• WORK TO BE COMPLETED: Set down exactly the lines from the one containing "<h2>W pobliżu<small>Wyniki: 2</small></h2>" through the last line of the data below, and no others.

• MATERIAL PROVIDED:
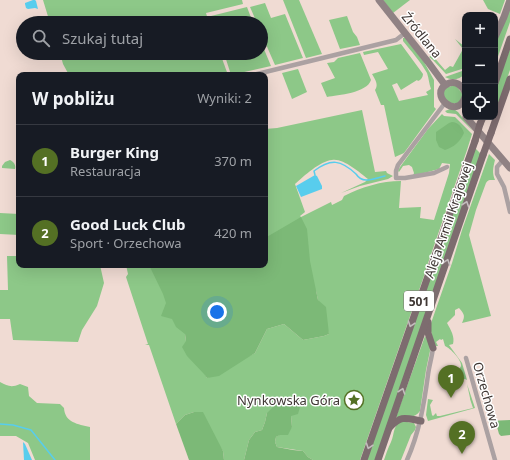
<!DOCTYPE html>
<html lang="pl">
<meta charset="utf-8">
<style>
:root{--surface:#171b24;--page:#242831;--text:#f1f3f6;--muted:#9ea1a6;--line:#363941;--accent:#547024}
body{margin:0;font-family:"Noto Sans",sans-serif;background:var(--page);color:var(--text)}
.controls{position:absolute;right:12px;top:12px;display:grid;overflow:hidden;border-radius:8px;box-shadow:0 4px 16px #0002}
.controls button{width:36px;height:36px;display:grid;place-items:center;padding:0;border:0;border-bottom:1px solid var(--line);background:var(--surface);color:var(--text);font:20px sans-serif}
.you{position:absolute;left:217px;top:312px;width:14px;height:14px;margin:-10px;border:3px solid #fff;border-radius:50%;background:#1a73e8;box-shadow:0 0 0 6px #1a73e833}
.badge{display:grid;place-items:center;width:26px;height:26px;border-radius:50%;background:var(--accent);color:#fff;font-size:13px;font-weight:700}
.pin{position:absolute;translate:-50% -33px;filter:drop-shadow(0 1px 2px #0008)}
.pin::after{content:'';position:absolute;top:21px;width:14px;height:12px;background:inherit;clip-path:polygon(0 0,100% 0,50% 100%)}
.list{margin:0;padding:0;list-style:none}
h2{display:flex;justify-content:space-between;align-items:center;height:52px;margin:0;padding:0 16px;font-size:17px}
h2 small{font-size:13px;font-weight:400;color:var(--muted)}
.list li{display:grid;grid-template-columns:26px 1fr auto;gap:12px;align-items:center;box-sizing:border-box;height:72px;padding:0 16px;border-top:1px solid var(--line)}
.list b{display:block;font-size:15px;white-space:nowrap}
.list p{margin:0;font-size:13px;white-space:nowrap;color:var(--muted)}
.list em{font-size:13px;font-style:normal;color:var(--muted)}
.icon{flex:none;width:22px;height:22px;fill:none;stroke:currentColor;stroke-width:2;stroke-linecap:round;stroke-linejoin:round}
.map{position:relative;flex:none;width:510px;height:460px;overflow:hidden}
.search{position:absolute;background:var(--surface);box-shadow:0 4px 16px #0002;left:16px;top:16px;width:252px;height:44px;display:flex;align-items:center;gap:10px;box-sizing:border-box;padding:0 14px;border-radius:22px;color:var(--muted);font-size:15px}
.panel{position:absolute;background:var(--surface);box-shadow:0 4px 16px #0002;left:16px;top:72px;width:252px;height:196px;border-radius:8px}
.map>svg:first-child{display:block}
.green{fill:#8dc888;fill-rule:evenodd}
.forest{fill:#7cb977}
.water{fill:#58cded}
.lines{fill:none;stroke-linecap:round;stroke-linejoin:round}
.stream{stroke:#58cded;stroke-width:1.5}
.street{stroke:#aba1a2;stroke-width:4.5}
.secondary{stroke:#908284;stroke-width:7}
.primary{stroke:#7d6c6f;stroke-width:7}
.primary-bridge{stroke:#7d6c6f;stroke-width:7}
.oneway{stroke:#c4bdbe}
.labels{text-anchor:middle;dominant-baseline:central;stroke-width:3;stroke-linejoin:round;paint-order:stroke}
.shield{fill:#fff;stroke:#797371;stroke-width:1}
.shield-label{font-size:12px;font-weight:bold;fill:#3f3734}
.street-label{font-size:13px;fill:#3f3734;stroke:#fff}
.poi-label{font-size:13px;fill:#3f3734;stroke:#fff;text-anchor:end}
</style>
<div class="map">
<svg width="510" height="460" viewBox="0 0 510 460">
<rect width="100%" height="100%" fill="#f0dbd3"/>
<g class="green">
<polygon points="43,0 242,0 243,4 206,13 209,23 50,23"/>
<polygon points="283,0 299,0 322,54 306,58"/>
<polygon points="383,0 410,0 393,13"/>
<polygon points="483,0 505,0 500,14 488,9"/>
<polygon points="265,3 271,18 285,14 303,58 275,65 261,33 261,23 257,23 250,7"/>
<polygon points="247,7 253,23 213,23 211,16"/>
<polygon points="510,7 510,22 495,65 495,43"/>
<polygon points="347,16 353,32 357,37 360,45 340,49 329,20"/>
<path d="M403,38H405L424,62L434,80V107L436,109L404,153L395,157L384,105H381L375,90C379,85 375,79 372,74L388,69L378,52L364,55L363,52L401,44L423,74C423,77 421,80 418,81L417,80L401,90L397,83L392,85L399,101L428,95L426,92L431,89C429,84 429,79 427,73C421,62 411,51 403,41Z"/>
<polygon points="455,39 465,47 465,68 446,74 433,60 429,57 432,55 445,70 450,66 453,67 463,49"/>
<polygon points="261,42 271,66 231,75 224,53 261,53"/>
<polygon points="510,48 510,70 495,113 495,92"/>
<polygon points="60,53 220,53 228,75 69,75 63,64"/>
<path d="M360,53L371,80C367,93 338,95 327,97L321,83L335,78L327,63L334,62L338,58Z"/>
<polygon points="298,69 307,92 292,99 282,73"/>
<path d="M465,70V74C459,80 452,81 445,77Z"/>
<polygon points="455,85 463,94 459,103 449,104 443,95 445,88"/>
<polygon points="450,109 455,110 458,112 473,131 456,114 447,113 445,111"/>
<path d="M362,110L375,172L386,171L387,173L393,176L388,179L360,186L341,193L365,182L368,179C359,172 343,158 332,160C320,161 304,176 295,184L305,212L300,216L301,217L331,202L332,205L342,200L344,196C362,187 381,181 401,181L399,208L421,207L420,218L434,220L449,173L450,164L442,163L439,169L413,176L414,173L412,167L409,165L403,166L399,172L398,171L400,167L428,129L442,114L444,116L455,117L472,134L467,150L426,269L425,273L360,460H313L308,457L303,451L277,447L275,442L276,437L292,427L291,416L267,413L265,422L262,430L255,432L249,440L244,460H224L223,451L194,412L185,415L176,424L149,345H145L148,344L126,277L128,274L126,265H265V129L277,128ZM316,291L318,300L329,334L324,336L303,340L284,324L267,329L255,353L207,378L186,341L185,334Z"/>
<polygon points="475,148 481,154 375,460 367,460"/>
<path d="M489,154L495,160C493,168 492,173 495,180C491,180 488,179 486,183L476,210L469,235L491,316L462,323C465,316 465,315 459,308L455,310V315L447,323C451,330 455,337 453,344L449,345L462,363L467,380L465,379L455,382V383L451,384C450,380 452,377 453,373L457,372L456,370C458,369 460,369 461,366C462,360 450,348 445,346L443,339L441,340L440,339L436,342L438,346H436L433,341L430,326L452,263L462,230Z"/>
<path d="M10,160C14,162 16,165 15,169L2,168V166L5,162Z"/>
<polygon points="0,213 19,214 19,235 0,234"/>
<polygon points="7,256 19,256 19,265 100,265 104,283 97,306 82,330 78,342 13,340 10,319 0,319 0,290 8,290"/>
<path d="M425,336L429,343L430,351L426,370L420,411C415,419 405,417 397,418L396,417Z"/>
<path d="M0,382C8,386 11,388 20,384L28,387L29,396L37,403L60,404L64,408C65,423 78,424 90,427V460H35L28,443L16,436H0Z"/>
<polygon points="467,384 475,408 428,421 426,415 428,399 433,400 430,405 432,415 433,416 436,413 437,416 440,416 473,408 470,399 470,398"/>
<path d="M400,421L414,423L416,427L415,430L411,435L401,460H384C386,454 388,448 391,442C395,433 392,429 400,421Z"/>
</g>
<g class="forest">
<path d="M452,122C458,122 462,127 464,133C460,142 454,147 445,150L439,147L436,140V132L449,123Z"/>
<polygon points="301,217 307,229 310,261 318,300 326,307 329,334 324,336 303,340 284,324 267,329 255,353 219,376 207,378 204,374 187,356 182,347 186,341 185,334 176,327 172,319 161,316 166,303 163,294 149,265 265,265 265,238"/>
<polygon points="289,398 298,402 300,407 298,414 291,416 292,427 288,435 280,435 276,437 275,442 277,447 293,450 303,451 308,457 313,460 244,460 249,440 255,432 262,430 265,422 267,413 281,399"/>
<polygon points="194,412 203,412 223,451 224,460 189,460 176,424 185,415"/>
<polygon points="510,420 510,435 501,436 499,434 496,423 490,424 489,421"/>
</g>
<g class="water">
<polygon points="33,0 35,0 36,1 38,9 35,8 28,9 26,8 25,4 25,3"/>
<polygon points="315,175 317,176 322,186 322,189 301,197 296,186"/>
<polygon points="23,442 25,444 32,460 24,460"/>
</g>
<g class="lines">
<g class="stream">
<path d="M315,175L314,171C331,158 341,160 356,174C358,177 362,180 366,180C372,180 380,177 385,176"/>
<polyline points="0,424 13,425 31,430 55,460"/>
</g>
<g class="street">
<polyline points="253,75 396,40 405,33"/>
<polyline points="445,103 398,165 396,171 396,178 405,178 434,173 447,167"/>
<polyline points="503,160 497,167 497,174 504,187 510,212"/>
<polyline points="466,358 495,460"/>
<path d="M407,460C419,433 424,405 428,375C429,366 432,357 433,348"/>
</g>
<g class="secondary">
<polyline points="379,0 428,62 445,85"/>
<polyline points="495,37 504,17 510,0"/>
<path d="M465,92C462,85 455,80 447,84C428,94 457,121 465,97"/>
<polyline points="466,117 510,168"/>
</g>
<g class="primary">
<polyline points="495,83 510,39"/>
<polyline points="480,124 483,117"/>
<polyline points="491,133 510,79"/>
<polyline points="428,322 428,333 433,348"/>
<path d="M390,427C402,415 405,418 421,421"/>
<polyline points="364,460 475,141"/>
<polyline points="378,460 483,155"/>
</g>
<g class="primary-bridge">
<polyline points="475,141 480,124"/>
<polyline points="483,155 491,133"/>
</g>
</g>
<defs><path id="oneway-chevron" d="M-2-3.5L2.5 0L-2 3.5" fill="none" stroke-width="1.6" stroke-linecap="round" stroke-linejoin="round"/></defs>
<g class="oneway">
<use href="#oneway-chevron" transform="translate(466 204) rotate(-71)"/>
<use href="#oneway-chevron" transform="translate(447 262) rotate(-71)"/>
<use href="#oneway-chevron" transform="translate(411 324) rotate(109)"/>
<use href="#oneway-chevron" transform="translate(402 391) rotate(-71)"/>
<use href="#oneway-chevron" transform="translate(369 446) rotate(109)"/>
</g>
<defs>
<g id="sight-ring" transform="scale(1)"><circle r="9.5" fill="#fff" stroke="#547024" stroke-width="1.5"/><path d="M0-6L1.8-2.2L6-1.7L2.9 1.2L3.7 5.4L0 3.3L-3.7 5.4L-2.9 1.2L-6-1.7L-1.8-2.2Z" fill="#547024"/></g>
</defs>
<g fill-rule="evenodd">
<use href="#sight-ring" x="354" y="400"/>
</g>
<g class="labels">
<rect class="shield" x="404" y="291" width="30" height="20" rx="3"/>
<g class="shield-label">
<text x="419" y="301">501</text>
</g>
<g class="street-label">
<text transform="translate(422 35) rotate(51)">Źródlana</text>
<text transform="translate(448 220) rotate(-71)">Aleja Armii Krajowej</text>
<text transform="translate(487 395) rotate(74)">Orzechowa</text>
</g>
<g class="poi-label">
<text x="340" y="400">Nynkowska Góra</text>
</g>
</g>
</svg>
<div class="controls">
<button>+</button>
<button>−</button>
<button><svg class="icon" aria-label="locate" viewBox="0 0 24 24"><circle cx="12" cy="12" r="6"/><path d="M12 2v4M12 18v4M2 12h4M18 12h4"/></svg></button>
</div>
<div class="you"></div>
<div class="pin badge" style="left:451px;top:398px">1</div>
<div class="pin badge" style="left:462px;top:454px">2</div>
<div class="search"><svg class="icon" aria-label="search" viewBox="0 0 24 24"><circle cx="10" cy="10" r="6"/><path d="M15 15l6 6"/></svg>Szukaj tutaj</div>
<section class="panel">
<h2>W pobliżu<small>Wyniki: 2</small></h2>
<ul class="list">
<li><span class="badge">1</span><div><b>Burger King</b><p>Restauracja</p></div><em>370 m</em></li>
<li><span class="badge">2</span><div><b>Good Luck Club</b><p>Sport · Orzechowa</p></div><em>420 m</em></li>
</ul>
</section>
</div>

• SOLUTION TO THIS PROBLEM:
<h2>W pobliżu<small>Wyniki: 2</small></h2>
<ul class="list">
<li><span class="badge">1</span><div><b>Burger King</b><p>Restauracja</p></div><em>370 m</em></li>
<li><span class="badge">2</span><div><b>Good Luck Club</b><p>Sport · Orzechowa</p></div><em>420 m</em></li>
</ul>
</section>
</div>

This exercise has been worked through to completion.